EXERCISE REQUIREMENTS: Nothing but a number is wanted: the count of lines in the records below that include "compass".

EXTRACTED INFORMATION:
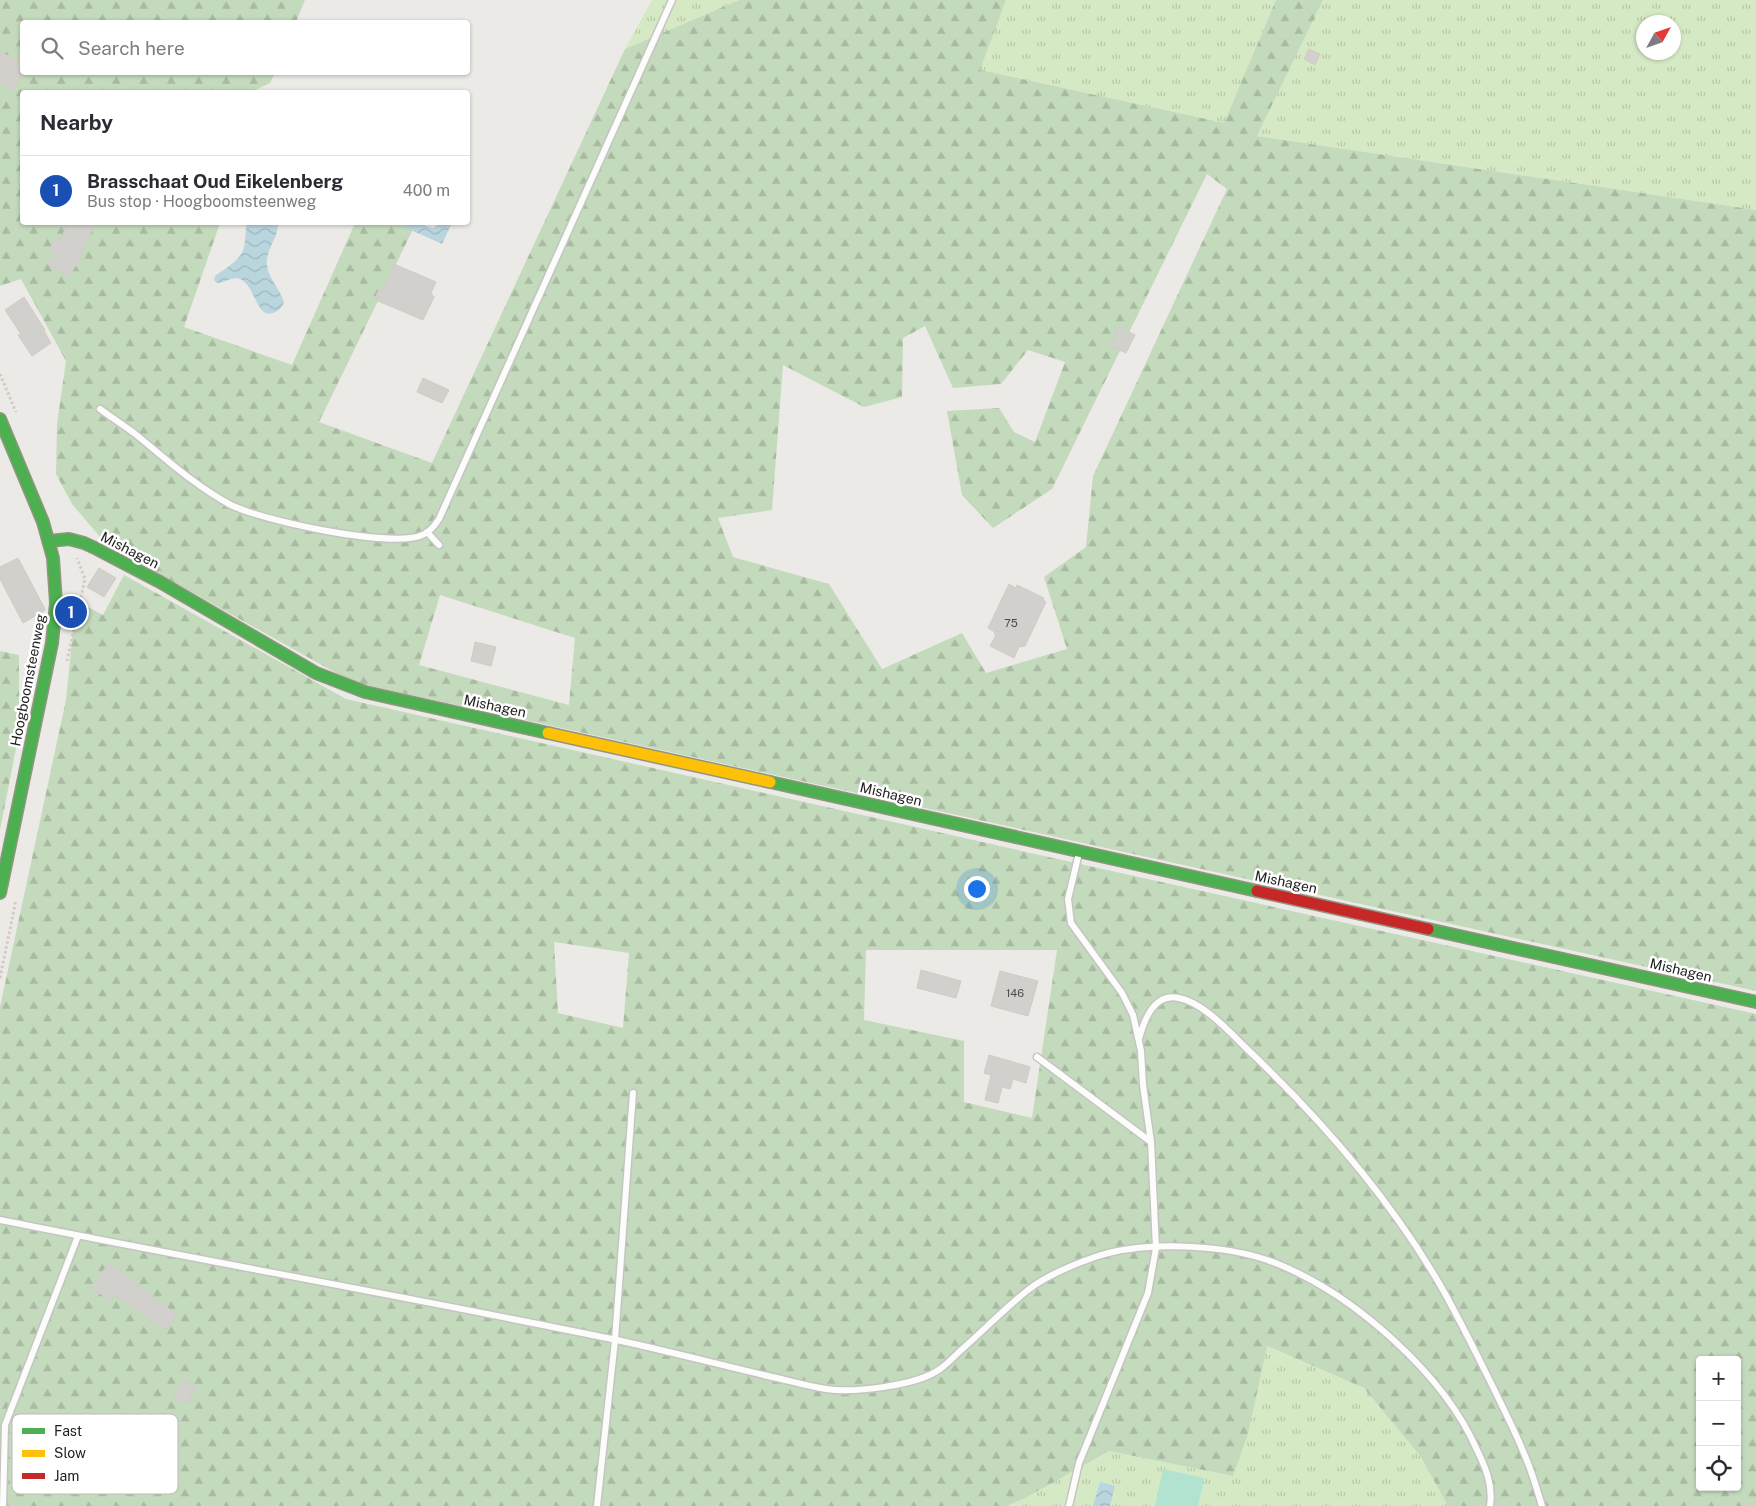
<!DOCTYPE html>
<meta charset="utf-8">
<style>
:root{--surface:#fff;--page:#f2f2f3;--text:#2b2b33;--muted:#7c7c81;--line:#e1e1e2;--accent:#656563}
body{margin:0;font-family:"Public Sans",sans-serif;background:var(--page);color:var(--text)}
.controls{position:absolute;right:15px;bottom:15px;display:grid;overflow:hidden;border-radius:5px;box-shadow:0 1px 4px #0004}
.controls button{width:45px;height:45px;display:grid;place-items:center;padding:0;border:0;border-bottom:1px solid var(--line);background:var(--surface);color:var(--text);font:25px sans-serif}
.compass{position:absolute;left:1636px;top:15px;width:45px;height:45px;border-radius:50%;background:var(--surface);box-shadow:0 1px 4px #0004;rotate:50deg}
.you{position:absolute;left:976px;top:888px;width:18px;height:18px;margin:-12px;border:4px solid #fff;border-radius:50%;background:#1a73e8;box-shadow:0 0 0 8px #1a73e833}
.badge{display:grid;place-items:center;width:32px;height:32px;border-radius:50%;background:var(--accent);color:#fff;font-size:16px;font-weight:700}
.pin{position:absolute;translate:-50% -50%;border:2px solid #fff;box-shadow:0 1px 5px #0006}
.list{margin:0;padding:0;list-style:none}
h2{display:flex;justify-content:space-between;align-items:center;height:65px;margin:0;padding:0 20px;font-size:21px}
h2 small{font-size:16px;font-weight:400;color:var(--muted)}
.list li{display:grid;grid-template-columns:32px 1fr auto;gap:15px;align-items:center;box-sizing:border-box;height:70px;padding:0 20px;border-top:1px solid var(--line)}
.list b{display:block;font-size:19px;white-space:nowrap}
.list p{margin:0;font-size:16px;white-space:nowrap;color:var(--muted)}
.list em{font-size:16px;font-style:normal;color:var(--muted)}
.icon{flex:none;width:28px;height:28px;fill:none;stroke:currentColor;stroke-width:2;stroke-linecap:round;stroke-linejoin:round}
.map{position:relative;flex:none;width:1756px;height:1506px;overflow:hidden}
.search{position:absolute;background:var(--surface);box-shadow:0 1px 4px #0004;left:20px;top:20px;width:450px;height:55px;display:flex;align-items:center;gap:12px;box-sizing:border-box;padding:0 18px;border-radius:5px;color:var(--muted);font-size:19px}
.panel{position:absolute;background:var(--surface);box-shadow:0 1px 4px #0004;left:20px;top:90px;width:450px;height:135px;border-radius:5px}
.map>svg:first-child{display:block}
.grass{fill:url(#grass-tufts);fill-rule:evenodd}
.forest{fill:url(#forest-firs);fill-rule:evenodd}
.pitch{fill:#b1e3d0}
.water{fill:url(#water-waves)}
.building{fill:#d2d0cd;stroke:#cfccc7}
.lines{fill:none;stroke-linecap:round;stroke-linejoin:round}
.lane-casing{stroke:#c4c4c2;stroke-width:9}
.fast-casing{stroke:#92957f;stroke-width:14}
.slow-casing{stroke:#92957f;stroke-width:14}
.jam-casing{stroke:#92957f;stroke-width:14}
.path{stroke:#d6c9c5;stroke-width:3;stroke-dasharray:2.5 2.5;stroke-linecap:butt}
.lane{stroke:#fcfcfb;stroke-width:6}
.fast{stroke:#4caf50;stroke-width:11}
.slow{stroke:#ffc107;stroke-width:11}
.jam{stroke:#c62828;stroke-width:11}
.labels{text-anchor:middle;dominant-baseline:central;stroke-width:5;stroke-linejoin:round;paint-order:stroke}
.number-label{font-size:11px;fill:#4a4a49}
.street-label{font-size:14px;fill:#1d1d1d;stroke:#fff}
.key{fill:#fff;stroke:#bbb;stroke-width:1}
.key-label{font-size:14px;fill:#1d1d1d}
</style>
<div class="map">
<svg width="1756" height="1506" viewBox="0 0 1756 1506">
<defs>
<pattern id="grass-tufts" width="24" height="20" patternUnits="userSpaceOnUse" patternTransform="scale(1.25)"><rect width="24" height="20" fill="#d6e9c5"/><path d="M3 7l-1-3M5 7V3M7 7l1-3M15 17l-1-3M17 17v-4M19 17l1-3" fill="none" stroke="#b7c7a9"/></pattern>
<pattern id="forest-firs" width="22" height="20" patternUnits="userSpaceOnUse" patternTransform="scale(1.25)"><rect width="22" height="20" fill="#c4dabc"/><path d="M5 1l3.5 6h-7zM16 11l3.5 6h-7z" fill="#a8bba1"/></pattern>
<pattern id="water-waves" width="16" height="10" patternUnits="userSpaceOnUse" patternTransform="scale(1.25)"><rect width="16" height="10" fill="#b9d5de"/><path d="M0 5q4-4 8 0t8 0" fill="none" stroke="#9fb6be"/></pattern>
</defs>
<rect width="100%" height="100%" fill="#ebeae6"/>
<g class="grass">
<polygon points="652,0 739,0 625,49"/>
<polygon points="1006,0 1276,0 1224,124 980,70"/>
<path d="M1323,0H1756V210L1257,136ZM1644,22H1674V52H1644Z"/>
<polygon points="1266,1346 1364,1388 1421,1457 1448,1506 1007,1506 1027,1496 1109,1451 1233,1476 1248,1434"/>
</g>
<g class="forest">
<path d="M0,0H305L296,22H22V72L275,73L270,83L251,92H22V222L220,223L184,327L292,365L355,223H416L319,422L432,463L625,49L739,0H1006L980,70L1224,123L1276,0H1323L1257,136L1756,210V991L352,682L106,544L72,504L56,474L57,424L66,361L21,279L0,286ZM1207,174L1227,189L1093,476L1086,547L1044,577L1067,649L986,673L962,633L882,669L829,584L733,557L718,518L772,510L783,365L864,407L902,397L903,338L925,326L953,388L1001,384L1028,350L1065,362L1035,442L1014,432L999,408L947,411L962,495L993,528L1052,489ZM440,595L575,638L569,705L419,665Z"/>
<path d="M124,575L346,699L1062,860L1756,1014V1506H1448L1421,1457L1364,1388L1267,1346L1248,1434L1233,1476L1109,1451L1027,1497L1007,1506H0V1007L66,700L76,601L103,615ZM554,942L629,953L623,1028L558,1013ZM866,950H1057L1032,1118L964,1102V1041L864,1020ZM1700,1360H1737V1487H1700Z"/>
<polygon points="0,651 19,655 19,733 0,830"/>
</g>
<polygon class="pitch" points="1163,1469 1204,1478 1198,1506 1155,1506"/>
<g class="water">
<path d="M247,223H278C279,237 265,250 267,265C268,278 280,289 284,302C282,307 279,311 273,313C256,319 256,286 240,279C232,276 225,283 217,283L214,280L215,276C225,268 241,261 244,247C246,239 245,230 247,223Z"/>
<polygon points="406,223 423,223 426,226 433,228 441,223 452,223 442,244 404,227"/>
<polygon points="1100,1482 1115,1486 1110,1506 1093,1506"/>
</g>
<g class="building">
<polygon points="1309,49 1320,54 1315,65 1304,59"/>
<polygon points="0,52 22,62 22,73 14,90 0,83"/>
<polygon points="69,222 96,222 80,253 83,255 69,276 48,265 54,253 49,250 55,240 59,242"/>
<polygon points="394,264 436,282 431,293 434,297 423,320 378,301 376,296 378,291 383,290"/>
<polygon points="24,297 45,330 44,331 51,343 32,356 18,335 21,334 5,310"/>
<polygon points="1119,327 1135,335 1126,353 1111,346"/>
<polygon points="423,378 449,390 442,403 417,392"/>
<polygon points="18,558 45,609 44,611 23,623 0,579 0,567"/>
<polygon points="99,568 116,578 104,597 87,587"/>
<polygon points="1009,584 1016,588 1017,585 1044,598 1043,600 1046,602 1025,646 1019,647 1014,658 990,646 996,635 994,634 995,632 988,628"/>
<polygon points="475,642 496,647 491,666 471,661"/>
<polygon points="921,970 961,981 956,998 917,988"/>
<polygon points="1000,971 1038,981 1028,1016 991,1006"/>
<polygon points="989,1055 1030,1067 1026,1083 1013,1079 1010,1089 1002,1087 998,1103 985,1100 991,1075 984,1073"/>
<polygon points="109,1263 177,1315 166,1330 115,1295 110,1301 91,1287"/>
<polygon points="182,1380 196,1385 189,1403 174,1398"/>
</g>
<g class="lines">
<defs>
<g id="lane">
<path d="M100,409C111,417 123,425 134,433C165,458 194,485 229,504C261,521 387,547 420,536C429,533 434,527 439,519L672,0"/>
<polyline points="427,532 439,545"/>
<polyline points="1079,853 1068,899 1071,923 1122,993 1133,1015 1141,1051 1143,1085 1151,1142"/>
<path d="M1139,1039C1144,1020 1154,992 1179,998C1202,1002 1229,1031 1245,1047C1321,1119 1391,1199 1443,1290C1461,1322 1477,1355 1493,1387C1504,1410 1516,1433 1525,1456C1532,1472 1537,1489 1542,1506"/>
<polyline points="1037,1057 1151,1142 1156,1248 1148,1293 1079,1463 1069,1506"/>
<path d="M0,1220C204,1261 409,1297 612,1339C664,1350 716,1364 768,1376C787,1380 806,1386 826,1389C853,1393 917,1386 940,1369C947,1364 953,1358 959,1352C982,1332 1004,1309 1028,1290C1047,1275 1072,1265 1095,1257C1145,1240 1229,1244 1278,1264C1354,1295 1444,1374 1477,1450C1486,1468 1493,1486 1490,1506"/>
<polyline points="3,1506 5,1425 78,1236"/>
<polyline points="597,1506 615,1340 633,1093"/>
</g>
<g id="fast">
<polyline points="0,419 43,522 53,558 56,603 52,643 0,893"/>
<polyline points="49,541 69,539 84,543 97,549 160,582 316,673 365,692 548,733"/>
<polyline points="770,782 1257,891"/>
<polyline points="1428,929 1756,1002"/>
</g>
<polyline id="slow" points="548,733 770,782"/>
<polyline id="jam" points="1257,891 1428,929"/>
</defs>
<use href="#lane" class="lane-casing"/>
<use href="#fast" class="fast-casing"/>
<use href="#slow" class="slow-casing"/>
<use href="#jam" class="jam-casing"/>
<g class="path">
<polyline points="0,374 16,412"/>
<polyline points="67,661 85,579 77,558"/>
<polyline points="0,978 16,900"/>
</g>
<use href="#lane" class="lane"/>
<use href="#fast" class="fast"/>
<use href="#slow" class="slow"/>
<use href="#jam" class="jam"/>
</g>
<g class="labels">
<g class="number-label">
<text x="1011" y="623">75</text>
<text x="1015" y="993">146</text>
</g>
<g class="street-label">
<text transform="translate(130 550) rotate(27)">Mishagen</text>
<text transform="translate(28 680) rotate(-79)">Hoogboomsteenweg</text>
<text transform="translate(495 706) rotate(12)">Mishagen</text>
<text transform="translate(891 794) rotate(13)">Mishagen</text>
<text transform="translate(1286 882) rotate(12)">Mishagen</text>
<text transform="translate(1681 970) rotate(13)">Mishagen</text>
</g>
</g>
<rect x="12" y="1414" width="166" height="80" rx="8" class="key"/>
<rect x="22" y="1428" width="23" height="6" fill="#4caf50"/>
<rect x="22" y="1450" width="23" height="7" fill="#ffc107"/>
<rect x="22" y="1473" width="23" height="6" fill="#c62828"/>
<g class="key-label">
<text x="54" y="1436">Fast</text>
<text x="54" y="1458">Slow</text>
<text x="54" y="1481">Jam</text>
</g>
</svg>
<div class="controls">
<button>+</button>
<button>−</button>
<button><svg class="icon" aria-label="locate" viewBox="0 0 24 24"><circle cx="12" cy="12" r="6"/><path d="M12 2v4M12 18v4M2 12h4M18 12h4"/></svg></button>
</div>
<svg class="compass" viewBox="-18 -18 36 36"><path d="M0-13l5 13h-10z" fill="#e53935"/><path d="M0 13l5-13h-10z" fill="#7c7c81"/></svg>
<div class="you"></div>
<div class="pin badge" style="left:71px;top:612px;background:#1a4fb4">1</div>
<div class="search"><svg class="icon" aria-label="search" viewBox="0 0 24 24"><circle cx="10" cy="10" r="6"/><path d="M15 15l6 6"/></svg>Search here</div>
<section class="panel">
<h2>Nearby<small></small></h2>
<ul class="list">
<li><span class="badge" style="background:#1a4fb4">1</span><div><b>Brasschaat Oud Eikelenberg</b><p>Bus stop · Hoogboomsteenweg</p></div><em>400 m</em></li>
</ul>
</section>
</div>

RESULT OF THE TASK: 2